═══ Data for processing ═══

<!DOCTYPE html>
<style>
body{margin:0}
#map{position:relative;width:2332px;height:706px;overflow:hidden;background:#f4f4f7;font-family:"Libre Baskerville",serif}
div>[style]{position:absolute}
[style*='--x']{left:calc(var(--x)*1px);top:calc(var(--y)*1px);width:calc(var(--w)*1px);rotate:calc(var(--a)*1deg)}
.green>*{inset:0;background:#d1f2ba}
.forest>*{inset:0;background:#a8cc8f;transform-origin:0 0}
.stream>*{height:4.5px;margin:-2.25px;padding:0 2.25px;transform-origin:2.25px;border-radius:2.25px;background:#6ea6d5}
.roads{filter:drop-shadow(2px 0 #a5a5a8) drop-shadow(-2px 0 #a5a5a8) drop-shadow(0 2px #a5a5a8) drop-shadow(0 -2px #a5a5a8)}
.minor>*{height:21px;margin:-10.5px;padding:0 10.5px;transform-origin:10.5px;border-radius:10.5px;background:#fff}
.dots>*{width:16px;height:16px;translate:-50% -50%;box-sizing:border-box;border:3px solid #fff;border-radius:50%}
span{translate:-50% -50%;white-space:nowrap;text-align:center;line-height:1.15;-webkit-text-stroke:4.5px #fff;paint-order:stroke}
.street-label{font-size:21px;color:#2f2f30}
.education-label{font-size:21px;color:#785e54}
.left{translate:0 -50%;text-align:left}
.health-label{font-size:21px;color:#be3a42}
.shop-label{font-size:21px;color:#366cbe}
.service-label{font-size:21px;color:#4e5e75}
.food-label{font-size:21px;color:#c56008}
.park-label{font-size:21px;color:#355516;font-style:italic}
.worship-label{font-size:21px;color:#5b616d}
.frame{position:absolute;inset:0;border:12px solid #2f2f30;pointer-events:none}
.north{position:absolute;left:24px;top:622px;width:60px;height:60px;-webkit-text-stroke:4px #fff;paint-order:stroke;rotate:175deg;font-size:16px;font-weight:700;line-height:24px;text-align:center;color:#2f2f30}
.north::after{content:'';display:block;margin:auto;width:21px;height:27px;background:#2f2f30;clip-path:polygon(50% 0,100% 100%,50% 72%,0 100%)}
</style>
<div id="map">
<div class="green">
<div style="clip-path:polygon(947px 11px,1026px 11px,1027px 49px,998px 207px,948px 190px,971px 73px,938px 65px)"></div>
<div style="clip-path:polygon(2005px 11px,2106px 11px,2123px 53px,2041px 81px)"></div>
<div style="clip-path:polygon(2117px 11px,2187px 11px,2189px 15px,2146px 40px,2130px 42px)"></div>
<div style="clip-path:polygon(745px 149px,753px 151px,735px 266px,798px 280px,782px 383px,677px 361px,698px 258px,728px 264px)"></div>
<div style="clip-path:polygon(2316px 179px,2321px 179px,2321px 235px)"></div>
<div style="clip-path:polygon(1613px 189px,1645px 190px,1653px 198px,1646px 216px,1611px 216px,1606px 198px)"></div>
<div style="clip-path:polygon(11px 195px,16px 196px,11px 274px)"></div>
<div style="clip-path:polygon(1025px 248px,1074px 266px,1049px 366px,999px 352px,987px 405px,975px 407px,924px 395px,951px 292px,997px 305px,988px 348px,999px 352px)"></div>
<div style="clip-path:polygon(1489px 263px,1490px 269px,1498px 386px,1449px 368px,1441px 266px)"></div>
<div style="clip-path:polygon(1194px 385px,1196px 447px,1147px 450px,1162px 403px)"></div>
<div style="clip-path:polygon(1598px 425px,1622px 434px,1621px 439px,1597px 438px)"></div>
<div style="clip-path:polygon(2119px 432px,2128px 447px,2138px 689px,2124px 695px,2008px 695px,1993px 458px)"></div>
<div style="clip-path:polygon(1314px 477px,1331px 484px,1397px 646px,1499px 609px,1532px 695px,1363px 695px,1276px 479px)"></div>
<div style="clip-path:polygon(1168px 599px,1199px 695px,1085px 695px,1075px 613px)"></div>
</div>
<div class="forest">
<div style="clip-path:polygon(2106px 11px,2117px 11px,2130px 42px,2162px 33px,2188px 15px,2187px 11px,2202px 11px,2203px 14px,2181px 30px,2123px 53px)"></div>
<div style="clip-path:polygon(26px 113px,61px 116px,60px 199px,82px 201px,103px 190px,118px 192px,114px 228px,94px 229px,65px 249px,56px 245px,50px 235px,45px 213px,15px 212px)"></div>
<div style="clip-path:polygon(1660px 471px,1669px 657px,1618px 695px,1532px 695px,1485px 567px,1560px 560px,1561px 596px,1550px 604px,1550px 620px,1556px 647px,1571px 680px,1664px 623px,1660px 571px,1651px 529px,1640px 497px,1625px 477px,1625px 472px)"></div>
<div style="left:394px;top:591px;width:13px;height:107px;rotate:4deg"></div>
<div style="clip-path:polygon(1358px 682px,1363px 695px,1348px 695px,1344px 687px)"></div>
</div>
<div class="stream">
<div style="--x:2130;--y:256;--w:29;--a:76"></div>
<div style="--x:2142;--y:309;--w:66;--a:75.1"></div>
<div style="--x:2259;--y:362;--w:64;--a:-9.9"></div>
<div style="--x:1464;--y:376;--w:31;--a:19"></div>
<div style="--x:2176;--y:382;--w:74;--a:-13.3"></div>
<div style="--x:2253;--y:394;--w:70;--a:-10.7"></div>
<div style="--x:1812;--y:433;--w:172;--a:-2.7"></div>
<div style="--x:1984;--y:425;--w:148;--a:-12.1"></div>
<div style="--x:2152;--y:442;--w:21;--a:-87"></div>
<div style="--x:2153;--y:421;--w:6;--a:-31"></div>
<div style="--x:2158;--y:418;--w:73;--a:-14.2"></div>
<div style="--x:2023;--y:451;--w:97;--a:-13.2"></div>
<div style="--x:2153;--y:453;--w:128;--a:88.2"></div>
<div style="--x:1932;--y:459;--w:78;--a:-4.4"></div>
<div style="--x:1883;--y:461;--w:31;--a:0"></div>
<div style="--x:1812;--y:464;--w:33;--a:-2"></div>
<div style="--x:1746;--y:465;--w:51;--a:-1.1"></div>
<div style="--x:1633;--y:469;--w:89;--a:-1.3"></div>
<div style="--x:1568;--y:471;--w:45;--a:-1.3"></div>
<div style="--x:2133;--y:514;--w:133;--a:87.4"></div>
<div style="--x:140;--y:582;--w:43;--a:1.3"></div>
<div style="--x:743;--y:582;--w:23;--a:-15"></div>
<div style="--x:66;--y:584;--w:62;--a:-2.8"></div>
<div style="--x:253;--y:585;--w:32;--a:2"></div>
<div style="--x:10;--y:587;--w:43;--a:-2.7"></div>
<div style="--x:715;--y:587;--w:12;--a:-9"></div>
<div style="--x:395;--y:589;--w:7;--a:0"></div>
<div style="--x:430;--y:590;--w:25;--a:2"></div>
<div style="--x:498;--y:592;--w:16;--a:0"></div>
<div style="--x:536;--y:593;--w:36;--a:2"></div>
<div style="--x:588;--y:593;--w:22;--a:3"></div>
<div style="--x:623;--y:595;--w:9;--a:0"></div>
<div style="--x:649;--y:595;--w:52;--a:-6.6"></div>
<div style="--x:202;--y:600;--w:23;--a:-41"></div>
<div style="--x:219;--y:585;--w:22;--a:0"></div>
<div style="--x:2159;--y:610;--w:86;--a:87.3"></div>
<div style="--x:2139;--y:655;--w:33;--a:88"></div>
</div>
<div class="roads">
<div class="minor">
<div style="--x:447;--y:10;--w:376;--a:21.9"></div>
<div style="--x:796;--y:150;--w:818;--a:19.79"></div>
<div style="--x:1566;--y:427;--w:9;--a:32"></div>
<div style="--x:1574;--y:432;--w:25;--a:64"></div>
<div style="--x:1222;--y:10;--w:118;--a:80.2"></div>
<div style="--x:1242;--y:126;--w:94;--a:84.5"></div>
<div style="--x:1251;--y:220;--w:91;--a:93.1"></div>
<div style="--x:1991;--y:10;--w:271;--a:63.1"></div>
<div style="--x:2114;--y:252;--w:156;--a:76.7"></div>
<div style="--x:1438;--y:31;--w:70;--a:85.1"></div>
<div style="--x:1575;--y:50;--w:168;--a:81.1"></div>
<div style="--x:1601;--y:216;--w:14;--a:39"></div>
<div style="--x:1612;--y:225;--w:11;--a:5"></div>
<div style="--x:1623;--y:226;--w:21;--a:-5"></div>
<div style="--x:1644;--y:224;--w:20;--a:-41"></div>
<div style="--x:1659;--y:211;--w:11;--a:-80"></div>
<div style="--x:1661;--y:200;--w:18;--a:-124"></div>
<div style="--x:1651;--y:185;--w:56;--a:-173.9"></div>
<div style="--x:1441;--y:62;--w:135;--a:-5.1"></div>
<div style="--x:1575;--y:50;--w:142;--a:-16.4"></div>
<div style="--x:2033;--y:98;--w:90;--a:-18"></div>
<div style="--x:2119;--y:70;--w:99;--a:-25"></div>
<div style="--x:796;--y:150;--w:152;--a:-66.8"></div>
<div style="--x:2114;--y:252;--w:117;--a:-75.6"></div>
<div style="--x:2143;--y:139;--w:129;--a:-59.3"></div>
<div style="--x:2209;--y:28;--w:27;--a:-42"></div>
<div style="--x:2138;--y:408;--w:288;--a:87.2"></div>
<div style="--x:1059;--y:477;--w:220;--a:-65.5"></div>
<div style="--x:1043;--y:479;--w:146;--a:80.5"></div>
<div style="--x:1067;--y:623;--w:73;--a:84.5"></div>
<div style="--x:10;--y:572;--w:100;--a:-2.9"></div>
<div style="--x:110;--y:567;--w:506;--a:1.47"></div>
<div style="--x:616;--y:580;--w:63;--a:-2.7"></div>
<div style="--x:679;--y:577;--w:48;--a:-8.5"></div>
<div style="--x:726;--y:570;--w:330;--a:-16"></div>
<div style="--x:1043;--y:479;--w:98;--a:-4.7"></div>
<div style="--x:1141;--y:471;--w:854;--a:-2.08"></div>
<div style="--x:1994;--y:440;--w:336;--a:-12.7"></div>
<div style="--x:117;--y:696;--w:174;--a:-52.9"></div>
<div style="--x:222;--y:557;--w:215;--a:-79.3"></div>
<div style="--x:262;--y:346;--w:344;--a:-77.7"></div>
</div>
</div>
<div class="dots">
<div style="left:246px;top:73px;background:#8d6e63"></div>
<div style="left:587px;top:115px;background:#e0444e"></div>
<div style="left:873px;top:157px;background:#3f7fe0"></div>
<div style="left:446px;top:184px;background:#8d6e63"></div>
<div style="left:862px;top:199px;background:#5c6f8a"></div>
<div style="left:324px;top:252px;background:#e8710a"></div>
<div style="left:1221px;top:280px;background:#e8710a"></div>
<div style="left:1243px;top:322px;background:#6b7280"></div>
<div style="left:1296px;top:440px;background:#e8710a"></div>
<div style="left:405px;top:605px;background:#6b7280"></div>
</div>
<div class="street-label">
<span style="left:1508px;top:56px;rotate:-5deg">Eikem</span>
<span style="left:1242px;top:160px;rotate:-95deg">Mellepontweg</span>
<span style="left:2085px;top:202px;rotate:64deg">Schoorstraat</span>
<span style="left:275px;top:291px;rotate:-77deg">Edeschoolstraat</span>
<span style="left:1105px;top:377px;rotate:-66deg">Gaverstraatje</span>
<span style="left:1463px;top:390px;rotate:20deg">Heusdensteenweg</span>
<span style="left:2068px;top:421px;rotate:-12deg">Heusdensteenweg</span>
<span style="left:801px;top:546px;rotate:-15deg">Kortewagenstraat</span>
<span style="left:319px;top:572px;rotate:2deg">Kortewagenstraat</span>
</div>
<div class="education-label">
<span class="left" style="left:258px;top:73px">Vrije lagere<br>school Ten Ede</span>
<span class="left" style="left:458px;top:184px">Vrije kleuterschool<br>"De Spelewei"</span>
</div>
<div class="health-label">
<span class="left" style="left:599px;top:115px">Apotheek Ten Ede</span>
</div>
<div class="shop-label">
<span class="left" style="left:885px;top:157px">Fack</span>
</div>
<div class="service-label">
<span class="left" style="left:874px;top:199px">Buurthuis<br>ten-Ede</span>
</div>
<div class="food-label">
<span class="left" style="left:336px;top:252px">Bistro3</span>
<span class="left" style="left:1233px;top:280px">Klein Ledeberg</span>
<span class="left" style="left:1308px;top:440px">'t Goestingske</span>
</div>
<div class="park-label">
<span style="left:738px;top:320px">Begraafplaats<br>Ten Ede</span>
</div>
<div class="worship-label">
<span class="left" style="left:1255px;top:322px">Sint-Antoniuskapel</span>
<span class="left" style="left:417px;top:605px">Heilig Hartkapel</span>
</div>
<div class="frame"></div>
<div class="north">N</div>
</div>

═══

### [What the exercise asks]
The expected answer is a copy of each line in the records that holds the word "stream".

### [Task result]
.stream>*{height:4.5px;margin:-2.25px;padding:0 2.25px;transform-origin:2.25px;border-radius:2.25px;background:#6ea6d5}
<div class="stream">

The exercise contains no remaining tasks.